● **What to produce**: Find and copy the lines in the records beneath this task that contain the word "linecap".
** Available records follows **
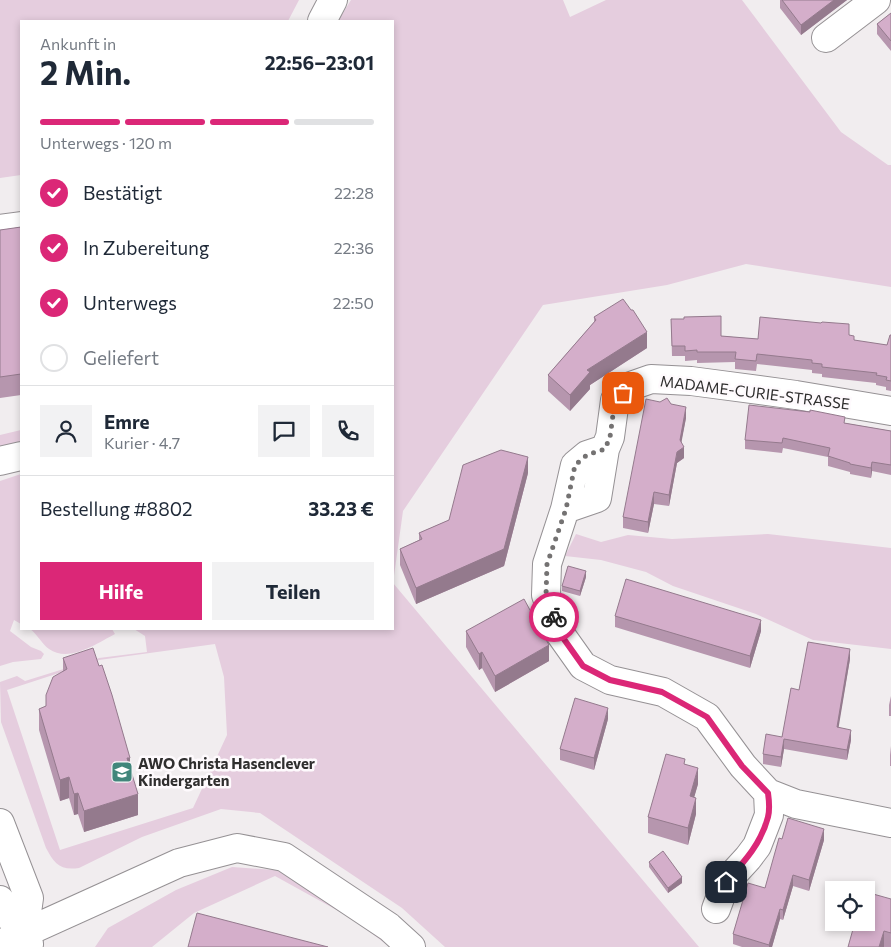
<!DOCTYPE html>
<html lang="de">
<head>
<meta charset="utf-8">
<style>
  :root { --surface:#fff; --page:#f2f2f3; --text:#1f2937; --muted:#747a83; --line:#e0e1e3; --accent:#db2777 }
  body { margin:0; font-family:Commissioner,sans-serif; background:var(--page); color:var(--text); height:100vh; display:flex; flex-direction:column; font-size:19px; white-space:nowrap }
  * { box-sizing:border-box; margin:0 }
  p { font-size:16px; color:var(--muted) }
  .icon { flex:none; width:28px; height:28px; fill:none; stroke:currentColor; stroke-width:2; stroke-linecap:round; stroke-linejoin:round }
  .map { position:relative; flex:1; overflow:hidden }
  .side { position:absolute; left:20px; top:20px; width:374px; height:610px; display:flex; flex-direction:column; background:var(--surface); border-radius:0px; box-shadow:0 2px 8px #0003 }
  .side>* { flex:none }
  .buttons { position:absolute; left:825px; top:881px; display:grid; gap:10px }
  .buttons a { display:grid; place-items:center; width:50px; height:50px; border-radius:0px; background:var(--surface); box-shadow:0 2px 8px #0003; font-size:25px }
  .pin { position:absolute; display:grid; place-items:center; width:42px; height:42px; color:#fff; margin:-21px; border-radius:10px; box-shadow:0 2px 8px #0006 }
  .courier { position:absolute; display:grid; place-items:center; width:50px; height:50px; margin:-25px; border:4px solid #db2777; border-radius:50%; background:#fff; color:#222; box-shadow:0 1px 6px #0007 }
  .headline em { font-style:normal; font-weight:700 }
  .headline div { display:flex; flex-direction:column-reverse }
  .headline { display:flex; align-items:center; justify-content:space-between; height:85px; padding:0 20px }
  h1 { font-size:32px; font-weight:700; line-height:38px }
  .bar { display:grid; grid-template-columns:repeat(4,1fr); gap:8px 5px; align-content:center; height:60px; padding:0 20px }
  .bar i { height:6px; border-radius:4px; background:var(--line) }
  .bar .selected { background:var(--accent) }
  .bar p { grid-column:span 4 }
  .line { display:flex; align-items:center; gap:12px; padding:0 20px; border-top:1px solid var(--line) }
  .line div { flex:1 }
  .round { display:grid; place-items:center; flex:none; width:52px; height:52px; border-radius:0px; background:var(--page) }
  ol { padding:0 20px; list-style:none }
  li { display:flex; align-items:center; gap:15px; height:55px }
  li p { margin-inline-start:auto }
  li .icon { padding:5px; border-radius:50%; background:var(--accent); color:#fff; stroke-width:4 }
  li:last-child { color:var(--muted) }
  li i { width:28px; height:28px; border:2px solid var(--line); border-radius:50% }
  .action { display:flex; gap:10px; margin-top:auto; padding:10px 20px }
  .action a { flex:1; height:58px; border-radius:0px; background:var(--accent); color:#fff; font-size:20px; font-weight:700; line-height:58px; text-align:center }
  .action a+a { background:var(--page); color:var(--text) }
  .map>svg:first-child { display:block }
  .green { fill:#e5cdde; fill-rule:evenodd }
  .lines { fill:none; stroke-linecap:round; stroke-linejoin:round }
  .minor-casing { stroke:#959194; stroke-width:30 }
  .minor { stroke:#fff; stroke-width:28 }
  .wall { fill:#b696ae }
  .shaded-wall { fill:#947a8d }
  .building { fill:#d4aeca; stroke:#947a8d }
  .done { stroke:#747272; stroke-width:5; stroke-dasharray:0 9 }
  .route { stroke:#db2777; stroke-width:6 }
  .labels { text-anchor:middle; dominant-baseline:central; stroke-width:5; stroke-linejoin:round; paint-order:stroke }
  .street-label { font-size:15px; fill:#302f2f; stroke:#fefafd }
  .poi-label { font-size:15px; font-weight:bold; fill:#302f2f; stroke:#fefafd; text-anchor:start }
</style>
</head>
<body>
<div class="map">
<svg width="891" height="947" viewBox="0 0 891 947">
  <rect width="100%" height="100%" fill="#f1edef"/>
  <!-- green -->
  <path class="green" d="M 0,0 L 299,0 L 288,21 L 21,21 L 21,175 L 0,178 Z
    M 351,0 L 563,0 L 570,17 L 606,0 L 742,0 L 841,132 L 888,165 L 891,165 L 891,287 L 746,264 L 667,285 L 543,305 L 403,511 L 393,583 L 699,947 L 445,947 L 402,908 L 260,813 L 221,809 L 142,837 L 79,868 C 60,871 54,863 46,848 L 1,722 L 0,682 L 17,676 L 25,681 L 99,658 L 147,652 L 145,636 L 134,629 L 392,629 L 392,21 L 338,21 ZM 215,644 L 224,677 L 227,735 L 193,808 L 60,850 L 7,690 L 99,660 Z
    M 21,430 L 21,442 L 0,447 L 0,435 Z
    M 21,474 L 21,624 L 14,620 L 10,631 L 31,647 L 41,651 L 44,654 L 41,659 L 13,662 L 0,666 L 0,481 Z
    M 576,534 L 601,542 L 628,535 L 672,539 L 768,534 L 891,548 L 891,649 L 813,640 L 756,614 L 673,586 L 646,572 L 601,560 L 565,556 Z
    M 30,629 L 112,629 L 115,634 C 96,644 69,663 49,649 C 42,644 37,634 30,629 Z
    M 232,867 L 288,871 L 397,947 L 390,947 L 351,918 L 275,876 L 194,913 L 152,947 L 95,947 L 108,928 L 176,890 Z"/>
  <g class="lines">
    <!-- minor casing -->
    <g class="minor-casing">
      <path id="minor" d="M 322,21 L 333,0
        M 826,38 L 876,0
        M 0,229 L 21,226
        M 605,449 L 587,455 L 575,465 L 565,509 L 547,564 L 546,595 L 561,635 L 583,666 L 610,680 L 663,692 L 707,717 L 743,766 L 768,793 L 796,804 L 891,823
        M 0,461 L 21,456
        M 565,509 L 597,498 L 605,449 L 610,437 L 615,400 L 631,386 L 651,379 L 691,381 L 796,395 L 891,411
        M 0,823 L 29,898 L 24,934
        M 0,900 C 6,916 21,928 29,944
        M 716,909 L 726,882 L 748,858 L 757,846 L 769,815 L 768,793
        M 0,944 L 179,863 L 237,848 L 284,857 L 389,927 L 411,947"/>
    </g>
    <!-- minor -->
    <use href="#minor" class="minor"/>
  </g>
  <!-- wall -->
  <path class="wall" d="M 780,0 L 847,0 L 801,35 L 780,8 Z
    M 891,13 L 891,51 L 877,34 L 877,24 Z
    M 21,227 L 21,395 L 0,398 L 0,230 Z
    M 631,310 L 647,348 L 590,385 L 590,389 L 570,411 L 548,391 L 548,375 L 594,322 L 594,317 Z
    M 671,319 L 721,336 L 758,339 L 849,335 L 854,341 L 887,345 L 891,335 L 891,391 L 886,390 L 886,387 L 876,385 L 876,383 L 822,377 L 822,374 L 812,373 L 812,370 L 757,364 L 756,371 L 735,369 L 735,362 L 697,363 L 697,360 L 685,361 L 685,356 L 672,356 Z
    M 671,404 L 686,418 L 681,442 L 684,458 L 677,463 L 669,506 L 654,504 L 648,533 L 623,528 L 623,517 Z
    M 845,423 L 891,431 L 891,475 L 872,471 L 871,478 L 850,474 L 850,472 L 828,466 L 828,457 L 783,448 L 782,453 L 745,449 L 745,440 Z
    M 528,473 L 504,566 L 416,604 L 400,565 L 400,549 L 419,540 L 419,533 L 449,520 Z
    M 586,577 L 580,596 L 562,591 L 562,586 Z
    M 615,616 L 761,631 L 750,668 L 615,627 Z
    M 466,631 L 549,661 L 495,692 L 482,668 L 479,670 L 466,647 Z
    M 63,658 L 130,768 L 138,815 L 84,832 L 78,814 L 74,815 L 69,798 L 60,801 L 39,730 L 39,709 L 46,706 L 63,671 Z
    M 850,659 L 838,727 L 851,740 L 847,760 L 784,749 L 781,767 L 763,764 L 763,754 L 782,737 L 799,690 Z
    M 891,696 L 891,716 L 889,716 L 889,705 Z
    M 608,719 L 594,770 L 560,760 L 560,749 Z
    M 891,746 L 891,766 L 890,766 L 890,755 Z
    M 685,764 L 698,784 L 694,797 L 696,814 L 688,845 L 648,833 L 648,817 Z
    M 782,839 L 824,840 L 809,891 L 793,886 L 783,920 L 780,919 L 772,947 L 742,947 L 733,944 L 733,934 L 765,888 Z
    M 649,862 L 682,883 L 668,893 L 649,867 Z
    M 891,899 L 891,947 L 848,947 Z"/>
  <!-- shaded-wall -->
  <path class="shaded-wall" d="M 834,0 L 847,0 L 801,35 L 801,25 Z
    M 647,332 L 647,348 L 590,385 L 590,389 L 570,411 L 570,395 L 587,370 Z
    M 686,407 L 686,418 L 680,450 L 684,447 L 684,458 L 677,463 L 669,506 L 669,495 Z
    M 528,457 L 528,473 L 504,566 L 416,604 L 416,588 Z
    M 872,462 L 872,471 L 871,478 L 871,468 Z
    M 654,492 L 654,504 L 648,533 L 648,522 Z
    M 586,571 L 586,577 L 580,596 L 580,591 Z
    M 761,620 L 761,631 L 750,668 L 750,656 Z
    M 549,645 L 549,661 L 495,692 L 495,676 Z
    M 850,649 L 850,659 L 837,737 L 837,727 Z
    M 482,652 L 482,668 L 479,670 L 479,654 Z
    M 608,708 L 608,719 L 594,770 L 594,758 Z
    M 851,730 L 851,740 L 847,760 L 847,750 Z
    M 784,739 L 784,749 L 781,767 L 781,757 Z
    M 127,758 L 130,758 L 130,779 Z
    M 698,768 L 698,784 L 690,812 L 690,796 Z
    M 69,777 L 69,798 L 60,801 L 60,780 Z
    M 78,793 L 78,814 L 74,815 L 74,794 Z
    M 138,794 L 138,815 L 84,832 L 84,811 Z
    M 696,798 L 696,814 L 688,845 L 688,828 Z
    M 824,829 L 824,840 L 809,891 L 809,880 Z
    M 793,875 L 793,886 L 783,920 L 783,910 Z
    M 682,877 L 682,883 L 668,893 L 668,888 Z
    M 780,909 L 780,919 L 772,947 L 769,947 L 769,945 Z
    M 884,931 L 884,947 L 879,947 Z"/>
  <!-- building -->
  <path class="building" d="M 782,0 L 834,0 L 801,25 Z
    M 891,13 L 891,41 L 877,24 Z
    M 21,227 L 21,374 L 0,377 L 0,230 Z
    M 623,299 L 631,310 L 633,310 L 647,332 L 587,370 L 590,372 L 570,395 L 548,375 L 596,320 L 594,317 Z
    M 721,316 L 721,336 L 758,339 L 760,317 L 821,323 L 822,322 L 849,324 L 849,335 L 854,336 L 854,340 L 887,345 L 890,335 L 891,335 L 891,381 L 886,380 L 887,377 L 876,375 L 877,373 L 822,367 L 822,364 L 812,363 L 812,360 L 757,354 L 756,361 L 735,359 L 736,352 L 697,352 L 697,350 L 685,351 L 685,346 L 672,346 L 671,319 L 684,319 L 684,317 Z
    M 667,398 L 671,404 L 686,407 L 680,440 L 684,447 L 677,452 L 669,495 L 654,492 L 648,522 L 623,517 L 646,399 L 660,402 Z
    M 749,405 L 810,412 L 810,410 L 845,417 L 844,423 L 891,431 L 891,465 L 872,462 L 871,468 L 850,464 L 850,463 L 828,456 L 830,448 L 783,438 L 782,443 L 745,440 Z
    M 501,450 L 528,457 L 504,549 L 416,588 L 400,549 L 422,539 L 419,533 L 449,520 L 463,465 Z
    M 568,566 L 586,571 L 580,591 L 562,586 Z
    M 626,579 L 761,620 L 750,656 L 615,616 Z
    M 524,599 L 549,645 L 495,676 L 482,652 L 479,654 L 466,631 Z
    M 808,642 L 850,649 L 837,727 L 851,730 L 847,750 L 784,739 L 781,757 L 763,754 L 766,734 L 782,737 L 791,688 L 799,690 Z
    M 93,648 L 99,666 L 102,665 L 112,695 L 130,758 L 127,758 L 138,794 L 84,811 L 78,793 L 74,794 L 69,777 L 60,780 L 39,709 L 46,706 L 46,695 L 53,677 L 67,669 L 63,658 Z
    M 575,698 L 608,708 L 594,758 L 560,749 Z
    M 666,754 L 685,759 L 684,764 L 698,768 L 690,796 L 696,798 L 688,828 L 648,817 Z
    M 788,818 L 824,829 L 809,880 L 793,875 L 783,910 L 780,909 L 769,945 L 733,934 L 748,883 L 765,888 L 779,838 L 782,839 Z
    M 663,851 L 682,877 L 668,888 L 649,862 Z
    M 866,892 L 891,899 L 891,933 L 884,931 L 879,947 L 848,947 L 855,922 L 866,922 Z
    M 197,913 L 328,947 L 188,947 Z"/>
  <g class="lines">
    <!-- done -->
    <path class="done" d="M 554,617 L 546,595 L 547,564 L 566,509 L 575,465 L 587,455 L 605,449 L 610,437 L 615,400 L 623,393"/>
    <!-- route -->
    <path class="route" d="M 554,617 L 561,635 L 583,666 L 610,680 L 662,692 L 707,717 L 742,766 L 768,793 C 769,800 770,809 768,817 C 761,844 744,862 726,882"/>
  </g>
  <!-- icons -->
  <defs>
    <g id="school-square" transform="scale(1.125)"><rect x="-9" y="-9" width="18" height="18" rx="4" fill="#41867b" stroke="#fefafd"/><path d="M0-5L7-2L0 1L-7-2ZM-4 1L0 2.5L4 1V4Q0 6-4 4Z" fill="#fff"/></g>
  </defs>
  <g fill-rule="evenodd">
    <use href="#school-square" x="122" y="772"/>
  </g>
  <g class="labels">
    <!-- street labels -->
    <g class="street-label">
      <text transform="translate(755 392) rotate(7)">MADAME-CURIE-STRASSE</text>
    </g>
    <!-- poi labels -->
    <g class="poi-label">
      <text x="138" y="763">AWO Christa Hasenclever<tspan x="138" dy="17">Kindergarten</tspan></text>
    </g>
  </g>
</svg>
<div class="buttons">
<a><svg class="icon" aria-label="locate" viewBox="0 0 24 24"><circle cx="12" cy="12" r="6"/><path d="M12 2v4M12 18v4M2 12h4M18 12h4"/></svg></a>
</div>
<div class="pin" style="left:623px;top:393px;background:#ea580c"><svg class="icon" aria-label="bag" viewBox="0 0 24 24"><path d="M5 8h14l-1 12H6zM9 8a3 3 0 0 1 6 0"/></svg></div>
<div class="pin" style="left:726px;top:882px;background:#1f2937"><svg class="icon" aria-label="home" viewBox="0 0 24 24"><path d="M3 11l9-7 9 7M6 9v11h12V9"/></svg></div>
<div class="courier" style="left:554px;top:617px"><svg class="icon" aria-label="bike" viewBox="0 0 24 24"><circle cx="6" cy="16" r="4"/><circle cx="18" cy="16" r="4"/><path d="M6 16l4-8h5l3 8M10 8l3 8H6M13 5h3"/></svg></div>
<section class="side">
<div class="headline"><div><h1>2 Min.</h1><p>Ankunft in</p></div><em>22:56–23:01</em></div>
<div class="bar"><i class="selected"></i><i class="selected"></i><i class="selected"></i><i></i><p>Unterwegs · 120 m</p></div>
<ol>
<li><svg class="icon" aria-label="check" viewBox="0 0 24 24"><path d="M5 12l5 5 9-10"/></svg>Bestätigt<p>22:28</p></li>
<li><svg class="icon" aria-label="check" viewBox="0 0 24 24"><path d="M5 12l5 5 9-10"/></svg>In Zubereitung<p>22:36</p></li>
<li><svg class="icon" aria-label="check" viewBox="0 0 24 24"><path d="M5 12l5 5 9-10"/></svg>Unterwegs<p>22:50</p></li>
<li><i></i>Geliefert</li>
</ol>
<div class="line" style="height:90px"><a class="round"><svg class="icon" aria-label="person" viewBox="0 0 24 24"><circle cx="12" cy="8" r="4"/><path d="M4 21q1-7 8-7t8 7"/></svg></a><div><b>Emre</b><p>Kurier · 4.7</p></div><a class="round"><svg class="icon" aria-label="chat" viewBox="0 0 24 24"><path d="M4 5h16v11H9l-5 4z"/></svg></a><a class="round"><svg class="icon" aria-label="phone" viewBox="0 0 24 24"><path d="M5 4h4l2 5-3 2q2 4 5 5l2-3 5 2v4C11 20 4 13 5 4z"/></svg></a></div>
<div class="line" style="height:65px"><div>Bestellung #8802</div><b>33.23 €</b></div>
<div class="action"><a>Hilfe</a><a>Teilen</a></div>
</section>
</div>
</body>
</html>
** End of Available records **
● **Response**:
  .icon { flex:none; width:28px; height:28px; fill:none; stroke:currentColor; stroke-width:2; stroke-linecap:round; stroke-linejoin:round }
  .lines { fill:none; stroke-linecap:round; stroke-linejoin:round }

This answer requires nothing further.